WHAT IS REQUIRED >> Nothing below is to be printed except the lines between the line holding "M 482,965 L" and the line holding "920,502 L 948,548", inclusive, each exactly as it appears.

Stored data
=======

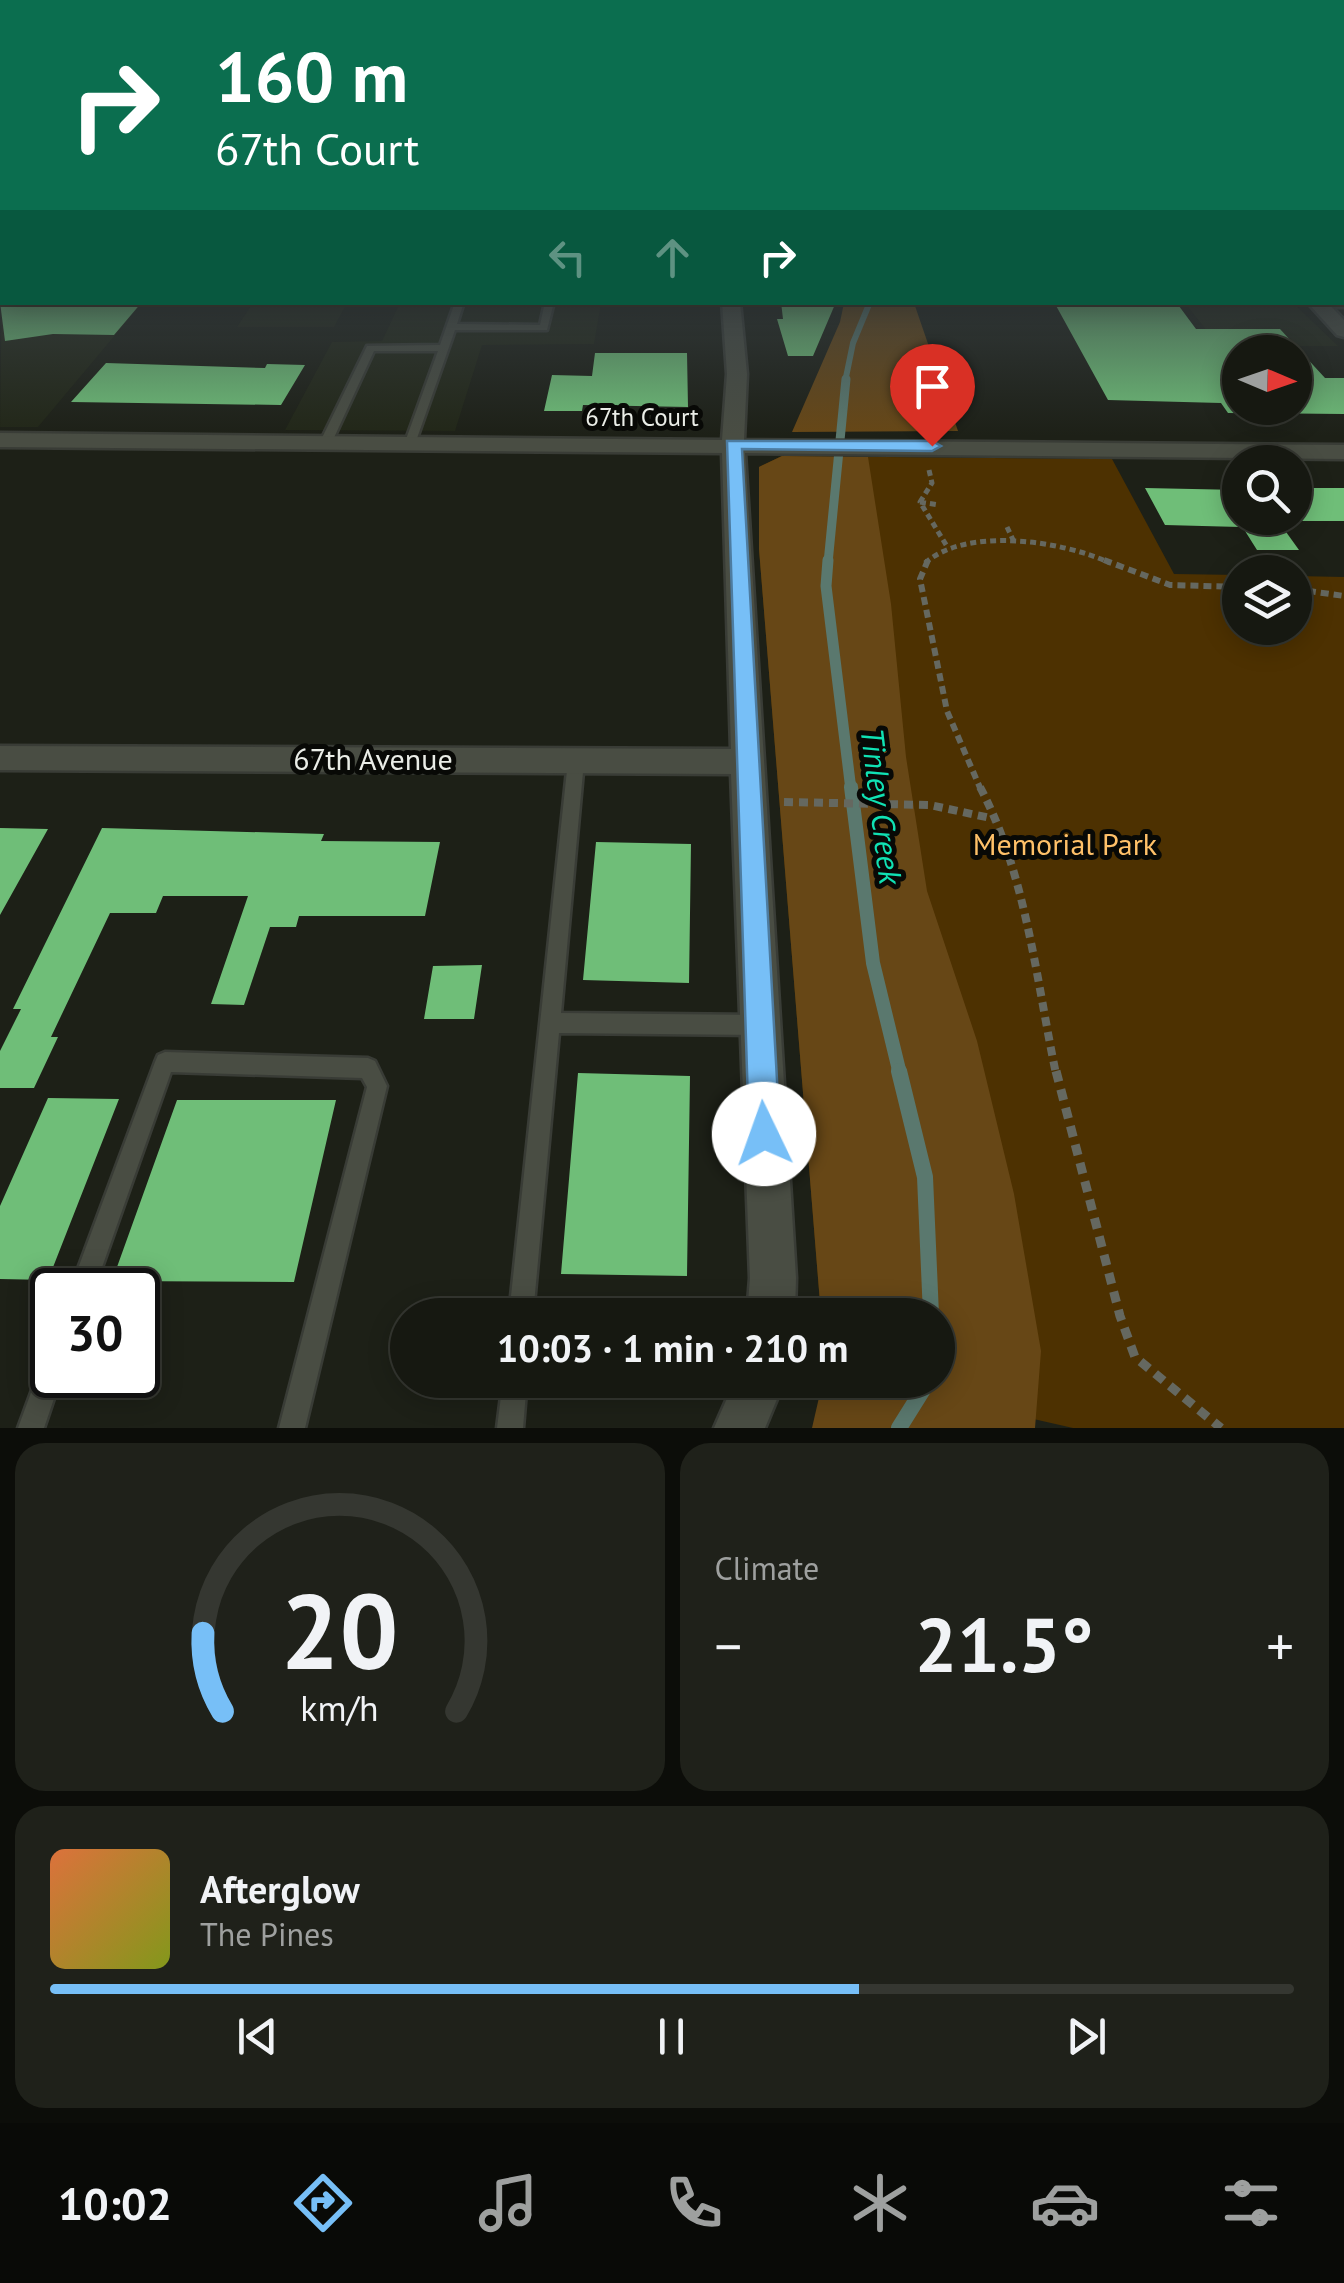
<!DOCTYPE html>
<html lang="en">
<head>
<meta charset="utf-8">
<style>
  body { margin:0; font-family:"PT Sans",sans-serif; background:#1f211a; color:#f1f3f6; height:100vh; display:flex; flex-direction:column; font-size:38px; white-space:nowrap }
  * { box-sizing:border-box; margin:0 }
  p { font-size:32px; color:#9ea09f }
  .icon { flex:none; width:55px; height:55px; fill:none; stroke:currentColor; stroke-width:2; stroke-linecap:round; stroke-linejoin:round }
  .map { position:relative; height:1428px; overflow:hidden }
  .details { display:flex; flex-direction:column; gap:15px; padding:15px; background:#0c0d09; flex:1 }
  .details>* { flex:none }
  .guide { position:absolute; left:0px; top:0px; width:1345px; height:305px; box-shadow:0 5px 25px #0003,0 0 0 2px #353731; background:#0b6e4f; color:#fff; overflow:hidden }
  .needle { width:65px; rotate:92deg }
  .buttons { position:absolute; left:1222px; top:335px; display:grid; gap:20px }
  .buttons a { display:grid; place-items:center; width:90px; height:90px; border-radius:50%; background:#161811; box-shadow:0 5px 25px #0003,0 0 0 2px #353731; font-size:50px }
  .speed { position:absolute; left:30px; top:1268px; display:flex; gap:20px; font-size:50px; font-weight:700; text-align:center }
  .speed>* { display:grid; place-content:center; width:130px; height:130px; border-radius:50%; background:#161811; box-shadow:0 5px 25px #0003,0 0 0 2px #353731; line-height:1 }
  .speed .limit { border:5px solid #111; border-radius:15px; background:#fff; color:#111 }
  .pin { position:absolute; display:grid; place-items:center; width:85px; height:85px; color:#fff; margin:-102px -42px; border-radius:50% 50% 50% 0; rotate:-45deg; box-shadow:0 0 10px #0007 }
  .pin .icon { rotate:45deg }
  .me { position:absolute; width:110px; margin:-55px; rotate:357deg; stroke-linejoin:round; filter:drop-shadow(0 0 8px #0008) }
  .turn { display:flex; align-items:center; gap:35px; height:210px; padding:0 50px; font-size:45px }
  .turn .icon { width:130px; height:130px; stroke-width:2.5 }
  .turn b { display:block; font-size:70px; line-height:85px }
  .lanes { display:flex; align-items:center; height:95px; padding:0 50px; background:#0003; justify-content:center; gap:50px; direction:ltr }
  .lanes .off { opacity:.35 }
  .big { font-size:75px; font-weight:600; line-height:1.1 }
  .details .card { flex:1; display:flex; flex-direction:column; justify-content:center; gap:15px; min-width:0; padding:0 35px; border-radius:30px; background:#1f211a }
  .details .dial { align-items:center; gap:0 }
  .dial svg { height:260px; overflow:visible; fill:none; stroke:#353731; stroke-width:7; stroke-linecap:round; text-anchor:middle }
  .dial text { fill:#f1f3f6; stroke:none }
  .song { display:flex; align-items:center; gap:30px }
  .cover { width:120px; height:120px; border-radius:15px; background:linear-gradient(135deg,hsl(20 70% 55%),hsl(70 70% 35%)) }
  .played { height:10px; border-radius:5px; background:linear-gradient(90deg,#77bff7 65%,#353731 65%) }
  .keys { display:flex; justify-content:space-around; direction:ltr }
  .heat { display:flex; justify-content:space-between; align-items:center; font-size:55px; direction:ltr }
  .details .tiles { flex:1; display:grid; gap:15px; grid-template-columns:1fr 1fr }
  .card:last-child { grid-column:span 2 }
  .trip { position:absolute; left:390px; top:1298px; width:565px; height:100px; border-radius:50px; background:#161811; box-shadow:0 5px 25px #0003,0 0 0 2px #353731; font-weight:600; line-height:100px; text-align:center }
  .tabs { display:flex; height:160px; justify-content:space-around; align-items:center; background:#090a07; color:#9ea09f }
  .tabs .icon { width:70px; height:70px }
  .tabs .selected { color:#77bff7 }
  .tabs b { font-size:45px; color:#f1f3f6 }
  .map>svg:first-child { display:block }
  .built { fill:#222718 }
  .green { fill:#4d3101 }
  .forest { fill:#674716 }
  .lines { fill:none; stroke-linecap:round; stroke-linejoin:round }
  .stream-far4 { stroke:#5a786e; stroke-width:6 }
  .stream-far3 { stroke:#5a786e; stroke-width:9 }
  .stream-far2 { stroke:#5a786e; stroke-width:11 }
  .stream-far1 { stroke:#5a786e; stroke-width:14 }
  .stream { stroke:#5a786e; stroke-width:16 }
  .building { fill:#6fbe78; fill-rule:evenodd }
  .service-casing { stroke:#393c36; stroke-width:5 }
  .minor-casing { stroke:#393c36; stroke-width:5 }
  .tertiary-casing { stroke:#393c36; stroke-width:4 }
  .path-far3 { stroke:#656860; stroke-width:5; stroke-dasharray:6 4; stroke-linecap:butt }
  .path-far2 { stroke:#656860; stroke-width:6; stroke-dasharray:8 5; stroke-linecap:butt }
  .path-far1 { stroke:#656860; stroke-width:8; stroke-dasharray:9 6; stroke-linecap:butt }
  .path { stroke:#656860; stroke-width:9; stroke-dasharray:11 8; stroke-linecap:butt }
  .service { fill:#494d43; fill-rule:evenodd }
  .minor { fill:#494d43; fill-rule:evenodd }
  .tertiary { fill:#494d43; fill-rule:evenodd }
  .route { fill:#77bff7; stroke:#4d7ca1; stroke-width:2.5 }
  .labels { text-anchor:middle; stroke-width:10; stroke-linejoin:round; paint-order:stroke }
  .far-street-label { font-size:25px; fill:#eaede7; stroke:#080906 }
  .street-label { font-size:30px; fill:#eaede7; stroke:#080906 }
  .park-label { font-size:30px; fill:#ffc169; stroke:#080906 }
  .water-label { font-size:32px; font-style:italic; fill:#10e2b4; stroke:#080906 }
</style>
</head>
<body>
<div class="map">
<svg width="1344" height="1428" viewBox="0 0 1344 1428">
  <rect width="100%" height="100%" fill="#1d2017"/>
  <!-- built -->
  <path class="built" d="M 2,271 L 2,302 L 142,303 L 38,427 L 0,427 Z
    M 253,303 L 253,302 L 347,303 L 334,327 L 237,327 Z
    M 400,303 L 601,303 L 594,344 L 482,345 L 455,431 L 285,430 L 332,342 L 382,341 Z
    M 1185,303 L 1293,303 L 1338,346 L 1219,346 Z"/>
  <!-- green -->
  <path class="green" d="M 782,456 L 1112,459 L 1174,574 L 1240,575 L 1240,628 L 1295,628 L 1295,576 L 1344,577 L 1344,1428 L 1073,1428 L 864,1380 L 938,1380 L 938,1315 L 821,1315 L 759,549 L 759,467 Z"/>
  <!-- forest -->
  <path class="forest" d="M 844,303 L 914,303 L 958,431 L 792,432 L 840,322 Z
    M 782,456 L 868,457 L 891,604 L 906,757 L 927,891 L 977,1041 L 1014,1194 L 1041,1351 L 1035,1428 L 812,1428 L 823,1380 L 938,1380 L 938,1315 L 821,1315 L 759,549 L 759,467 Z"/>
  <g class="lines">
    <!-- stream-far4 -->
    <path class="stream-far4" d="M 845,382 L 853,343 L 870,302"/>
    <!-- stream-far3 -->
    <path class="stream-far3" d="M 828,563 L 846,379"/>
    <!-- stream-far2 -->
    <path class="stream-far2" d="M 828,560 L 826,586 L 851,790"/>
    <!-- stream-far1 -->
    <path class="stream-far1" d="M 851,787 L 873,963 L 900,1074"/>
    <!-- stream -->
    <path class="stream" d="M 899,1071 L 925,1177 L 931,1315
      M 899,1428 L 929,1380"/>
  </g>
  <!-- building -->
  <path class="building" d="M 0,302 L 142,302 L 114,335 L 53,334 L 5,341 Z
    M 781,302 L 836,302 L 813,356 L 788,356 L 777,319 L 783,319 Z
    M 1054,302 L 1176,302 L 1196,329 L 1280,329 L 1325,378 L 1344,378 L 1344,414 L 1228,413 L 1221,403 L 1108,400 ZM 1240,352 L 1295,352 L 1295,408 L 1240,408 Z
    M 595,353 L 687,353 L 688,407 L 583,405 L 582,411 L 544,411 L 552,375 L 592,376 Z
    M 106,363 L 265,368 L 267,364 L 305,365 L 281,405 L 71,402 Z
    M 1145,488 L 1240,490 L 1240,518 L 1276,518 L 1299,550 L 1257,550 L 1240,523 L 1240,527 L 1165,525 Z
    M 1295,488 L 1344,488 L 1344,521 L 1295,521 Z
    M 0,828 L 48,829 L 0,915 Z
    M 102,828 L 324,834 L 321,841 L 440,842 L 425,916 L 299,916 L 296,927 L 270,927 L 244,1005 L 211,1004 L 248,896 L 163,896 L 156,913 L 110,913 L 51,1037 L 58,1037 L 34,1088 L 0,1088 L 0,1051 L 21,1009 L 13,1009 Z
    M 596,842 L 691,844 L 689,983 L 583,980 Z
    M 482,965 L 474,1019 L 424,1019 L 433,966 Z
    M 578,1073 L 690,1076 L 687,1276 L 561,1274 Z
    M 48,1098 L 119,1099 L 48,1280 L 0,1279 L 0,1206 Z
    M 177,1100 L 336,1100 L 294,1282 L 112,1281 Z"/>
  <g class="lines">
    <defs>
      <path id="service" d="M 1342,301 L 1344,307 L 1318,307 L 1313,304 Z
        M 455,302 L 464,302 L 457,324 L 540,325 L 545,302 L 554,302 L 547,330 L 455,330 L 415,444 L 411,445 L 405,442 L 438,351 L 374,351 L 332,442 L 326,445 L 322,444 L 320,442 L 367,346 L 440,345 Z
        M 576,755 L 582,757 L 584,761 L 561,1013 L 758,1015 L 765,1018 L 768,1025 L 765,1032 L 758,1035 L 559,1033 L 533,1315 L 509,1315 L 568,761 L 570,757 Z
        M 165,1052 L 368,1058 L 375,1061 L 387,1086 L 305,1428 L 279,1428 L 367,1087 L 362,1078 L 171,1072 L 94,1290 L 70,1290 L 155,1062 L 158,1055 Z
        M 52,1357 L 52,1375 L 62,1375 L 44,1428 L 18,1428 L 43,1360 Z
        M 503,1380 L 527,1380 L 523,1428 L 497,1428 Z"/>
      <path id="minor" d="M 722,302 L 740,302 L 747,374 L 744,440 L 1344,445 L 1344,459 L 745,453 L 796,1278 L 795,1315 L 747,1315 L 750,1278 L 731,774 L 0,770 L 0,746 L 731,749 L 722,453 L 0,447 L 0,433 L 722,440 L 727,374 Z
        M 1307,302 L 1327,302 L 1344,320 L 1344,337 L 1337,335 Z
        M 735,1380 L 785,1380 L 765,1428 L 714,1428 Z"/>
      <path id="tertiary" d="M 0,257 L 2,257 L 2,269 L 0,269 Z
        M 1342,261 L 1344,261 L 1344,273 L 1342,273 Z"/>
    </defs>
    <!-- service casing -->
    <use href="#service" class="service-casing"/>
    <!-- minor casing -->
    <use href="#minor" class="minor-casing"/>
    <!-- tertiary casing -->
    <use href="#tertiary" class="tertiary-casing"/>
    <!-- path-far3 -->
    <path class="path-far3" d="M 929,470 L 932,483 L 920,502 L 948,548
      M 920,502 L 939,505
      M 1007,527 L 1015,544
      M 925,563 C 967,526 1063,541 1110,563"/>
    <!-- path-far2 -->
    <path class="path-far2" d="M 928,560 L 920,579 L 947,711 L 981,790
      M 1104,560 L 1170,585 L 1240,587
      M 1295,589 L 1344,596"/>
    <!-- path-far1 -->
    <path class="path-far1" d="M 980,787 C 1026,874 1036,978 1056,1074
      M 784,802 L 930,805 L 995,819"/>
    <!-- path -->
    <path class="path" d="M 1056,1071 L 1120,1316 L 1135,1357 L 1221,1428"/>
    <!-- service -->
    <use href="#service" class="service"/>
    <!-- minor -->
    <use href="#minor" class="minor"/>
    <!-- tertiary -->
    <use href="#tertiary" class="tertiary"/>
  </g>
  <!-- sky -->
  <linearGradient id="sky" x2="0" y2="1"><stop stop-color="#10120d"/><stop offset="0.54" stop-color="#3a4247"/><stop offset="1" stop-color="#3a4247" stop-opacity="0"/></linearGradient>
  <rect width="1344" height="436" fill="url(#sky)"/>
  <!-- route -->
  <path class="route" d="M 727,441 L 932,441 L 941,446 L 932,451 L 742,449 L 780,1134 L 776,1145 L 764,1150 L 753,1145 L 749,1134 Z"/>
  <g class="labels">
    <!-- far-street labels -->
    <g class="far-street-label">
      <text x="642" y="426">67th Court</text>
    </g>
    <!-- street labels -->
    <g class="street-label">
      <text x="373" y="770">67th Avenue</text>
    </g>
    <!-- park labels -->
    <g class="park-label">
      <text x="1065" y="855">Memorial Park</text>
    </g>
    <!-- water labels -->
    <g class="water-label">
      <text transform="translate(881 806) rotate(83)" y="11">Tinley Creek</text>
    </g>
  </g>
</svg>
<div class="buttons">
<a><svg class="needle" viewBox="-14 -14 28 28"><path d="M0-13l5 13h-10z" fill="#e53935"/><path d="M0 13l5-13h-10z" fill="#9ea09f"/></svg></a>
<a><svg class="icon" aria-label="search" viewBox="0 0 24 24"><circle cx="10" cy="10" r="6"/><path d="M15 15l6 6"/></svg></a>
<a><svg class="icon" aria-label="layers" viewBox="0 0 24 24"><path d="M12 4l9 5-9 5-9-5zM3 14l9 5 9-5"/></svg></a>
</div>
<div class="speed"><div class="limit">30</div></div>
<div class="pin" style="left:932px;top:446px;background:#d93025"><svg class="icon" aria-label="arrive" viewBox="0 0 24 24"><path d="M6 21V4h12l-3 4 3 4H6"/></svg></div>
<svg class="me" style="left:764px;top:1134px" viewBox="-20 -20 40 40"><circle r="19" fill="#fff"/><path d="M0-13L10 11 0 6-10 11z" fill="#77bff7"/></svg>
<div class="trip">10:03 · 1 min · 210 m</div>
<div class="guide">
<div class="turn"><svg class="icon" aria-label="right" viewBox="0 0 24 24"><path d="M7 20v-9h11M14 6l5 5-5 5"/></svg><div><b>160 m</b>67th Court</div></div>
<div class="lanes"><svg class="icon off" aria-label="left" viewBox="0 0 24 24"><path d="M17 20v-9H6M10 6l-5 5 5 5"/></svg><svg class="icon off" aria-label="ahead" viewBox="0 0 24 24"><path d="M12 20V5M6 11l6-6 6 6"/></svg><svg class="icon" aria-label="right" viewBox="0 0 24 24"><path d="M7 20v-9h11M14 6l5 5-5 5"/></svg></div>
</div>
</div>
<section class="details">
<div class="tiles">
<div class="card dial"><svg viewBox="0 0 100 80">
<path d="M14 69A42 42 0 1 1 86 69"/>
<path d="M14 69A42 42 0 0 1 8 45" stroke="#77bff7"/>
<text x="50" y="56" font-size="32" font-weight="700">20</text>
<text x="50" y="72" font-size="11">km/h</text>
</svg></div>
<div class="card"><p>Climate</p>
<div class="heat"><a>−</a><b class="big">21.5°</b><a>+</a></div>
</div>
<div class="card">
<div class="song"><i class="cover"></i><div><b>Afterglow</b><p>The Pines</p></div></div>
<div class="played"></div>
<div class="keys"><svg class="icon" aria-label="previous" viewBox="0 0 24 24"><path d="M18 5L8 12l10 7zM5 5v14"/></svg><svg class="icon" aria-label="pause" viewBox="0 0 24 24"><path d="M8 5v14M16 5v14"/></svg><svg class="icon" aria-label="next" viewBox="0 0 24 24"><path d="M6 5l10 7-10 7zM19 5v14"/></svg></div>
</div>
</div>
</section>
<nav class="tabs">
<b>10:02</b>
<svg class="icon selected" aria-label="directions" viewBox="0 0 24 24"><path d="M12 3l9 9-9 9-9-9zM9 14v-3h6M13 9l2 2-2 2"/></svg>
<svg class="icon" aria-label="music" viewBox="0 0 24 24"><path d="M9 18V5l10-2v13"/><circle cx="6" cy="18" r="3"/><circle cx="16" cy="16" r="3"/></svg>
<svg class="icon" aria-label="phone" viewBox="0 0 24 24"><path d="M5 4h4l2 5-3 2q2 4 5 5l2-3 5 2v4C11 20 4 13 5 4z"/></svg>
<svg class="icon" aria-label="climate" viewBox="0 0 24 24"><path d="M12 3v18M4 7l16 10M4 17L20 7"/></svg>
<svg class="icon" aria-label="car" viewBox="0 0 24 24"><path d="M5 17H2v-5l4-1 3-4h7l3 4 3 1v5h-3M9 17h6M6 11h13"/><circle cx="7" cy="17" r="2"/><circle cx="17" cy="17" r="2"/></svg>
<svg class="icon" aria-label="filters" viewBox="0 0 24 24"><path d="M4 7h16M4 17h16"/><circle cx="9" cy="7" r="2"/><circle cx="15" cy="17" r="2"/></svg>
</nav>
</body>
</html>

=======

REPLY TO THE EXERCISE >>
    M 482,965 L 474,1019 L 424,1019 L 433,966 Z
    M 578,1073 L 690,1076 L 687,1276 L 561,1274 Z
    M 48,1098 L 119,1099 L 48,1280 L 0,1279 L 0,1206 Z
    M 177,1100 L 336,1100 L 294,1282 L 112,1281 Z"/>
  <g class="lines">
    <defs>
      <path id="service" d="M 1342,301 L 1344,307 L 1318,307 L 1313,304 Z
        M 455,302 L 464,302 L 457,324 L 540,325 L 545,302 L 554,302 L 547,330 L 455,330 L 415,444 L 411,445 L 405,442 L 438,351 L 374,351 L 332,442 L 326,445 L 322,444 L 320,442 L 367,346 L 440,345 Z
        M 576,755 L 582,757 L 584,761 L 561,1013 L 758,1015 L 765,1018 L 768,1025 L 765,1032 L 758,1035 L 559,1033 L 533,1315 L 509,1315 L 568,761 L 570,757 Z
        M 165,1052 L 368,1058 L 375,1061 L 387,1086 L 305,1428 L 279,1428 L 367,1087 L 362,1078 L 171,1072 L 94,1290 L 70,1290 L 155,1062 L 158,1055 Z
        M 52,1357 L 52,1375 L 62,1375 L 44,1428 L 18,1428 L 43,1360 Z
        M 503,1380 L 527,1380 L 523,1428 L 497,1428 Z"/>
      <path id="minor" d="M 722,302 L 740,302 L 747,374 L 744,440 L 1344,445 L 1344,459 L 745,453 L 796,1278 L 795,1315 L 747,1315 L 750,1278 L 731,774 L 0,770 L 0,746 L 731,749 L 722,453 L 0,447 L 0,433 L 722,440 L 727,374 Z
        M 1307,302 L 1327,302 L 1344,320 L 1344,337 L 1337,335 Z
        M 735,1380 L 785,1380 L 765,1428 L 714,1428 Z"/>
      <path id="tertiary" d="M 0,257 L 2,257 L 2,269 L 0,269 Z
        M 1342,261 L 1344,261 L 1344,273 L 1342,273 Z"/>
    </defs>
    <!-- service casing -->
    <use href="#service" class="service-casing"/>
    <!-- minor casing -->
    <use href="#minor" class="minor-casing"/>
    <!-- tertiary casing -->
    <use href="#tertiary" class="tertiary-casing"/>
    <!-- path-far3 -->
    <path class="path-far3" d="M 929,470 L 932,483 L 920,502 L 948,548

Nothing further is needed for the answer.